Le passage à la facturation du cash back représente un changement fondamental dans la façon dont les Américains accèdent à leur propre argent. Selon une étude du Bureau de la protection financière des consommateurs (CFPB), les Américains dépensent désormais plus de 90 millions de dollars par an en frais uniquement pour retirer de l’argent dans de grands magasins. Cela peut sembler un inconvénient mineur pour certains, mais pour ceux qui vivent dans des zones rurales ou de petites villes avec peu d’options bancaires, ces frais constituent une véritable barrière financière.

Le directeur du CFPB, Rohit Chopra, a souligné ce schéma préoccupant : « Beaucoup de personnes vivant dans de petites villes n’ont plus accès à une banque locale où elles peuvent retirer de l’argent gratuitement. Cela a créé des conditions concurrentielles permettant aux détaillants de facturer des frais pour le cash back. » L’ironie est frappante — alors que les banques disparaissent des communautés mal desservies, ce sont justement ces détaillants censés combler le vide qui monétisent désormais l’accès à l’argent liquide.

Pourquoi les détaillants ont-ils mis en place des frais pour le cash back ?

D’un point de vue commercial, la logique est simple. Traiter des transactions de cash back implique des coûts opérationnels — gestion de la monnaie, gestion des caisses, traitement des paiements par carte de débit nécessitent des ressources et du temps. Pour les détaillants aux marges faibles, facturer ces services permet de compenser ces dépenses.

Cependant, ces frais pèsent de manière disproportionnée sur ceux qui en ont le moins les moyens. Les consommateurs à faibles revenus ou vivant dans des zones avec peu d’options bancaires sont les plus touchés, car les magasins dollar — où ces frais sont souvent concentrés — sont principalement situés dans des zones rurales ou économiquement défavorisées. Ce que les détaillants considèrent comme une mesure de récupération des coûts, les Américains à faibles revenus le vivent comme une charge financière supplémentaire sur des budgets déjà serrés.

Quatre grands détaillants facturent désormais pour les retraits d’argent

Plusieurs grandes chaînes de magasins ont introduit des frais pour le cash back, chacune avec sa propre grille tarifaire :

Family Dollar facture 1,50 $ pour les retraits de moins de 50 $. Pour une simple opération de retrait de 20 $, cela représente un frais de 7,5 % — bien supérieur à ce qu’une banque traditionnelle aurait facturé, si l’accès était possible.

Dollar Tree, qui appartient au même groupe que Family Dollar, a mis en place un frais de 1 $ pour les retraits de moins de 50 $. Cela crée une cohérence dans la politique tarifaire des marques affiliées.

Dollar General, qui possède des milliers de points de vente dans des zones rurales et mal desservies, facture entre 1 $ et 2,50 $ par retrait jusqu’à 40 $, selon l’emplacement. Étant donné que ces magasins servent des communautés avec peu d’accès bancaire, cette structure de frais soulève des questions d’équité.

Kroger, la plus grande chaîne de supermarchés aux États-Unis, a également adopté des frais pour le cash back, avec des limites de retrait plus élevées. Chez Harris Teeter, le coût est de 75 cents pour jusqu’à 100 $ et 3 $ pour des retraits entre 100 et 200 $. D’autres filiales de Kroger, comme Ralph’s et Fred Meyer, facturent 50 cents pour jusqu’à 100 $ et 3,50 $ pour des montants plus importants.

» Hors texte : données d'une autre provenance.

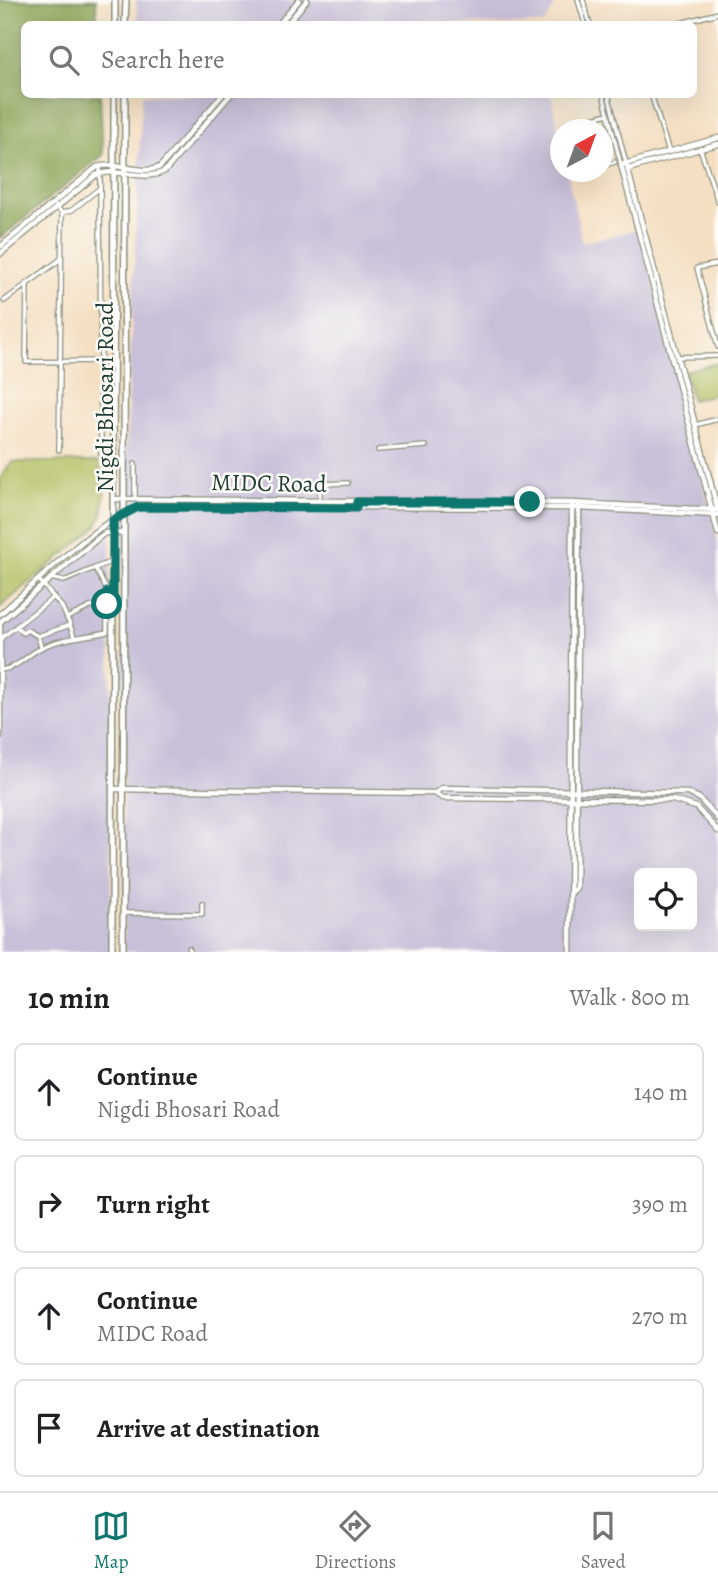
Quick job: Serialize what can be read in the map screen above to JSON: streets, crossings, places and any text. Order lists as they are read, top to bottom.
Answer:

Où continuer à obtenir du cash back gratuitement

Tous les magasins ne se sont pas lancés dans cette tendance. Plusieurs grands détaillants continuent d’offrir du cash back gratuit, offrant ainsi des alternatives aux consommateurs :

  • Walmart permet jusqu’à 100 $ en cash back gratuit
  • Target offre jusqu’à 40 $ sans frais
  • Albertsons propose jusqu’à 200 $ en cash back gratuit
  • Walgreens fournit jusqu’à 20 $ en retraits sans frais
  • CVS permet jusqu’à 60 $ en retraits gratuits

Le défi pour de nombreux consommateurs est simple : ces magasins offrant du cash back gratuit ne sont pas toujours présents dans leur communauté. Si des chaînes comme Walmart et Target ont une présence importante en banlieue et en ville, elles sont souvent absentes des zones rurales où l’accès à l’argent liquide est le plus crucial. À l’inverse, les magasins dollar prolifèrent dans ces zones mal desservies — rendant leurs politiques tarifaires particulièrement impactantes.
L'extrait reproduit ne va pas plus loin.